RIGHT now it can feel as if fate is standing like a joiner with three nails in its mouth, about to hammer one after the other into David Moyes' Manchester United coffin.
Rumours have bubbled around English football that Moyes will be put out of his misery if United's season does not turn in the next three matches: at home to Olympiakos tonight, away to West Ham on Saturday, and, ominously, at home again to Manchester City on Tuesday.
Moyes is in that horrible, unenviable, excruciating position of arriving at his media conferences knowing any attempt to keep the discussion on the upcoming match, in this case against the Greeks in the last 16 of the Champions League tonight, is futile. It is Moyes himself, not United's games, who is the story yet again in the aftermath of Sunday's emphatic 3-0 home defeat by Liverpool.
He has become used to facing questions about whether he can, or will, survive. "My future has not changed one bit," he said yesterday. "I have a great job. I know exactly the direction I want to go in. The season has not been as good as I had hoped but I have ideas that I will put in place when the time is right.
"We have big plans for years going forward. This is a club that works on a long-term vision, not a short-term one and that is why I was given a six-year contract."
He was entirely comfortable, he said, that the United executive was still behind him, including his predecessor, Sir Alex Ferguson. "I speak with him regularly and when he is at the games," Moyes said of his compatriot. "He has been very supportive. He told me it would be a difficult job before I came in but he and [vice chairman] Ed [Woodward] are very supportive."
Inevitably, those who are of similar mind are decreasing with every poor result, every drab performance, every erosion of their belief in Moyes. In a season of relentless domestic disappointments United's Champions League form had been something to which he could cling, yet three weeks ago they lost 2-0 to Olympiakos in Athens.
It was not a scoreline which would have seemed insurmountable to a United team ahead of a second leg at Old Trafford, but there has been an almost universal foreboding about the prospect of Moyes's side turning the tie around against the team running away with the Greek championship.
"We will try and do that," he said when asked about the infrequency of teams turning around 2-0 goal first-leg deficits in the Champions League. It has happened only five times in the modern era. "It is not something that has happened a lot but it is something we have to make happen. They know they can play better, I don't think any of them are questioning that. But I believe in the players. They agree they have not showed it as often as they would like but I hope they can show it tomorrow night."
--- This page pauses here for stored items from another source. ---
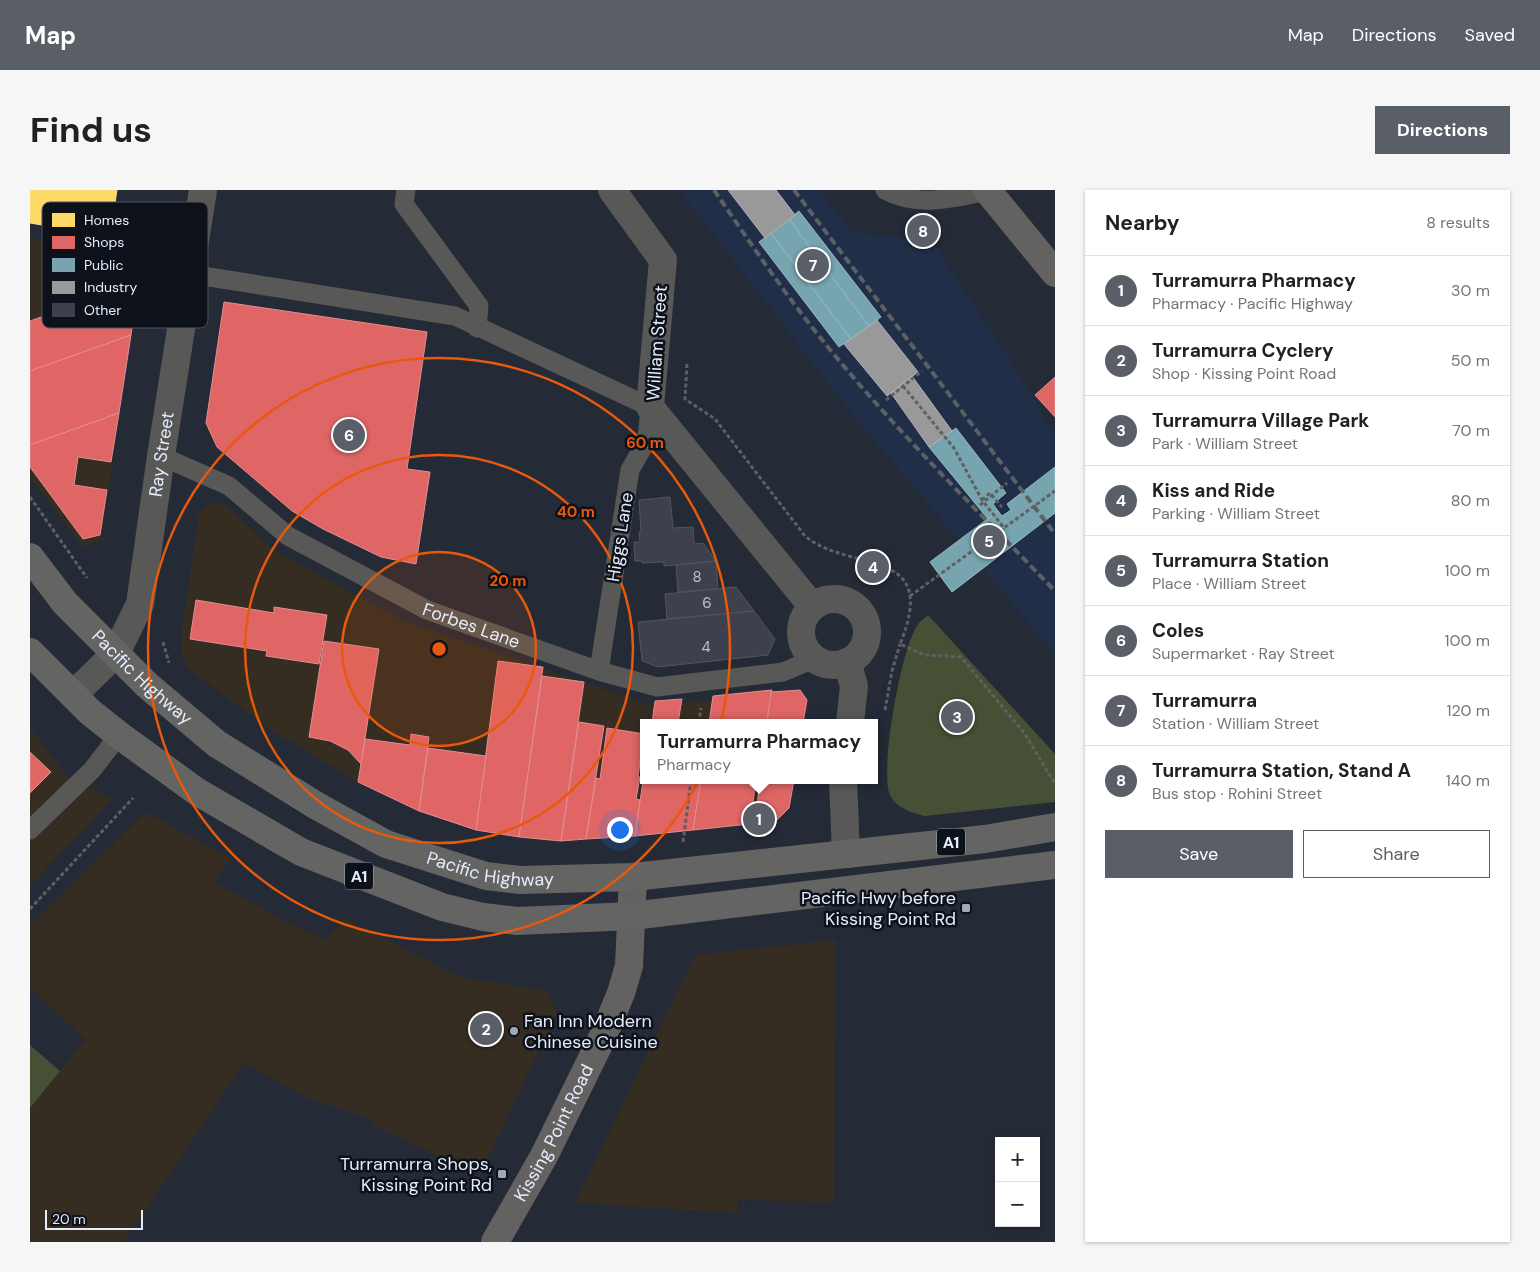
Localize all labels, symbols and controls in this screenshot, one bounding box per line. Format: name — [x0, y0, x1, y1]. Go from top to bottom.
text: Map — [25, 20, 76, 51]
text: Map — [1288, 23, 1324, 47]
text: Directions — [1352, 23, 1437, 47]
text: Saved — [1465, 23, 1515, 47]
button: Directions — [1375, 106, 1510, 154]
text: Find us — [30, 107, 152, 153]
legend — [42, 202, 208, 328]
text: Nearby — [1105, 209, 1179, 237]
text: Homes — [84, 211, 129, 229]
pin: 8 — [907, 212, 939, 250]
text: 8 results — [1426, 212, 1490, 233]
text: Shops — [84, 233, 124, 251]
pin: 7 — [797, 246, 829, 284]
text: Public — [84, 256, 123, 274]
text: Turramurra Pharmacy — [1152, 268, 1356, 293]
text: Industry — [84, 278, 137, 296]
text: 1 — [1118, 280, 1124, 301]
text: 30 m — [1451, 280, 1490, 301]
street label: William Street — [641, 284, 673, 402]
text: Pharmacy · Pacific Highway — [1152, 293, 1353, 314]
text: Other — [84, 301, 122, 319]
text: Turramurra Cyclery — [1152, 338, 1333, 363]
text: 2 — [1116, 350, 1126, 371]
text: 50 m — [1451, 350, 1490, 371]
text: Shop · Kissing Point Road — [1152, 363, 1336, 384]
text: Turramurra Village Park — [1152, 408, 1369, 433]
street label: Ray Street — [143, 410, 180, 498]
pin: 6 — [333, 416, 365, 454]
text: 3 — [1116, 420, 1126, 441]
text: 70 m — [1452, 420, 1490, 441]
text: 60 m — [626, 433, 664, 453]
text: Park · William Street — [1152, 433, 1298, 454]
text: Kiss and Ride — [1152, 478, 1275, 503]
text: 4 — [1116, 490, 1126, 511]
text: 80 m — [1451, 490, 1490, 511]
street label: Higgs Lane — [601, 491, 639, 583]
text: 40 m — [557, 502, 595, 522]
text: Parking · William Street — [1152, 503, 1320, 524]
pin: 5 — [973, 522, 1005, 560]
pin: 4 — [857, 548, 889, 586]
text: Turramurra Station — [1152, 548, 1329, 573]
text: 5 — [1116, 560, 1126, 581]
text: 100 m — [1445, 560, 1490, 581]
house number: 8 — [692, 567, 702, 587]
text: 20 m — [490, 571, 526, 591]
text: Place · William Street — [1152, 573, 1306, 594]
house number: 6 — [702, 593, 712, 613]
street label: Forbes Lane — [419, 597, 523, 654]
text: Coles — [1152, 618, 1204, 643]
street label: Pacific Highway — [86, 624, 198, 730]
text: 6 — [1116, 630, 1126, 651]
text: 100 m — [1445, 630, 1490, 651]
house number: 4 — [701, 637, 711, 657]
centre of rings — [430, 640, 448, 658]
text: Supermarket · Ray Street — [1152, 643, 1335, 664]
text: Turramurra — [1152, 688, 1257, 713]
pin: 3 — [941, 698, 973, 736]
text: 7 — [1117, 700, 1125, 721]
text: 120 m — [1446, 700, 1490, 721]
text: Station · William Street — [1152, 713, 1319, 734]
popup — [640, 719, 878, 784]
text: Turramurra Pharmacy — [657, 729, 861, 754]
text: Pharmacy — [657, 754, 731, 775]
text: Turramurra Station, Stand A — [1152, 758, 1411, 783]
text: 8 — [1116, 770, 1126, 791]
text: 140 m — [1446, 770, 1490, 791]
text: Bus stop · Rohini Street — [1152, 783, 1322, 804]
pin: 1 — [743, 800, 775, 838]
your location — [607, 817, 633, 843]
road number: A1 — [937, 828, 965, 856]
button: Save — [1105, 830, 1293, 878]
button: Share — [1303, 830, 1490, 878]
street label: Pacific Highway — [424, 846, 554, 892]
road number: A1 — [345, 862, 373, 889]
place label: Pacific Hwy before Kissing Point Rd — [801, 886, 956, 931]
marker: Pacific Hwy before Kissing Point Rd — [960, 902, 972, 914]
place label: Fan Inn Modern Chinese Cuisine — [524, 1009, 658, 1054]
pin: 2 — [470, 1010, 502, 1048]
marker: Fan Inn Modern Chinese Cuisine — [508, 1025, 520, 1037]
street label: Kissing Point Road — [508, 1060, 599, 1206]
map controls — [995, 1137, 1040, 1227]
button: + — [995, 1137, 1040, 1182]
place label: Turramurra Shops, Kissing Point Rd — [340, 1152, 492, 1197]
marker: Turramurra Shops, Kissing Point Rd — [496, 1168, 508, 1180]
button: − — [995, 1182, 1040, 1227]
scale bar — [45, 1207, 142, 1230]
text: 20 m — [52, 1210, 86, 1228]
Going out of Europe, which seems likely for this beleaguered United side, would remove the last remaining pillar propping up Moyes's season. Privately, United sources have indicated that he will not be dismissed regardless of how the campaign pans out, but there is always the possibility of a momentum gathering which becomes irresistible.
So far supporters have been exactly that: supportive. Moyes made a point of referring to that when he spoke to the players after losing to Liverpool. "The first thing I mentioned to the players was that we need to give something back; me, the team, we need to make sure to give them a night to remember. We will leave nothing behind on the night hopefully and give everything to get through to the next round."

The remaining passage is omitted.